Federal deputy for Durango
- In office 1 September 2021 – 22 February 2022

Personal details
- Born: 8 February 1990 Durango City, Durango State, Mexico
- Died: 21 February 2022 (aged 32) Durango, Durango, Mexico
- Party: PT
- Occupation: Dentist

= Celeste Sánchez Romero =

Mexican politician and dental researcher (1990–2022)

Celeste Sánchez Romero (8 February 1990 – 21 February 2022) was a Mexican dental researcher and federal deputy from the Labor Party (PT) in the first six months of the LXV Legislature of the Mexican Congress. Prior to becoming a legislator, she was an academic researcher.

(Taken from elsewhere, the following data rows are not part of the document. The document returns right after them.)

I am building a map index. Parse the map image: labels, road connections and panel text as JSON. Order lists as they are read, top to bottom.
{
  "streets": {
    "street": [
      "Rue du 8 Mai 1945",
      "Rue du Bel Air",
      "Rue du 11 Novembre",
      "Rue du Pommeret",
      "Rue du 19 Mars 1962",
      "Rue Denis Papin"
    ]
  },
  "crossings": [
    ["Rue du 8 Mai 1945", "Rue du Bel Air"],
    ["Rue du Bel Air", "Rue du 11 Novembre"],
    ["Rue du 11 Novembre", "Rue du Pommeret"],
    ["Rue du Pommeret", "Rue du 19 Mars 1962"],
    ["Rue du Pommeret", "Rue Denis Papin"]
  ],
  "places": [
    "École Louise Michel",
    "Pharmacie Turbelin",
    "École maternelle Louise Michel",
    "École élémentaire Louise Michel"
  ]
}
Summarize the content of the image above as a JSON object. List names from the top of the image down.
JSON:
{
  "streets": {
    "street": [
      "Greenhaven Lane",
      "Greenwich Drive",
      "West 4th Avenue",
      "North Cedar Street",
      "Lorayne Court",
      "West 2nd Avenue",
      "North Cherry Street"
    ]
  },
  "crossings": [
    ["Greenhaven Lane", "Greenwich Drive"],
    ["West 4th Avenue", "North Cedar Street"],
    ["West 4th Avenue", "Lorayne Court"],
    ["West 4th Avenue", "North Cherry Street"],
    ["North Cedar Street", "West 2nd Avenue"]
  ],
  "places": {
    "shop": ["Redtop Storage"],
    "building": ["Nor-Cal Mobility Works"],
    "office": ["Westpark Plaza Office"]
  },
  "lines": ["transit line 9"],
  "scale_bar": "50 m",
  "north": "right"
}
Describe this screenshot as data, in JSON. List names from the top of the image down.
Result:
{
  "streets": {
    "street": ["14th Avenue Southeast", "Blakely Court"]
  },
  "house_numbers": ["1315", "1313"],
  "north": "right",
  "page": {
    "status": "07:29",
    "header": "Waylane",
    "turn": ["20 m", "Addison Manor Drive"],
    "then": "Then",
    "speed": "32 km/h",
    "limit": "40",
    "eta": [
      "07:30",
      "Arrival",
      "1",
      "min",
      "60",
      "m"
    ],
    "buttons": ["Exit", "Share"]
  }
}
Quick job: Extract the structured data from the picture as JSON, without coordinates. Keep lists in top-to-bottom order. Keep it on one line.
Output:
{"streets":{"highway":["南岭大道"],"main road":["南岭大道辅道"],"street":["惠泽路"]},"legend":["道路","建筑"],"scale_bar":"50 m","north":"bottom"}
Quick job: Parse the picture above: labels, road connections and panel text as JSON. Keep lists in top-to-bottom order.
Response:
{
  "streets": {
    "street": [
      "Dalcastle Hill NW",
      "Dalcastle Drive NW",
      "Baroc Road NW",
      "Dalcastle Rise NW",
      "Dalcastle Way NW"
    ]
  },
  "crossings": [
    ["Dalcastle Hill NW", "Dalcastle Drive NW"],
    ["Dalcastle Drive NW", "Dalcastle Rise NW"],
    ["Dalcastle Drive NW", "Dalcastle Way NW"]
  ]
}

==Education and research==

Sánchez Romero graduated from the Universidad Juárez del Estado de Durango in 2013 with a degree in dentistry. She obtained master's and doctorate degrees from the Piracicaba Dental Faculty of the State University of Campinas in Brazil. She later became an adjunct faculty member of the Universidad de la República in Uruguay and had 47 scientific articles published in indexed publications. In 2020, she was designated a Level I researcher in the Sistema Nacional de Investigadores.

==Political career==

In 2021, she was elected to serve as a proportional representation federal deputy from the Labor Party out of the first electoral region (which includes Durango), taking the PT's only seat from that region. She served as secretary on the Science, Technology and Innovation Commission and also sat on the Health and Youth commissions. On the Health Commission, she was involved in debate over reforms to GMO labeling requirements.

==Personal life and death==

Sánchez Romero was found dead in her Durango home on 21 February 2022, at the age of 32. An autopsy revealed pulmonary aspiration to be the cause of death. That Friday, she had been in Durango to participate in a forum on proposed changes to laws governing the electricity sector. The Durango Attorney General's Office later announced that her death was a suicide by overdose, citing as evidence a suicide note and a syringe that had been found with her body.

She was replaced by her alternate, María de Jesús Paéz Guereca, in the Chamber of Deputies.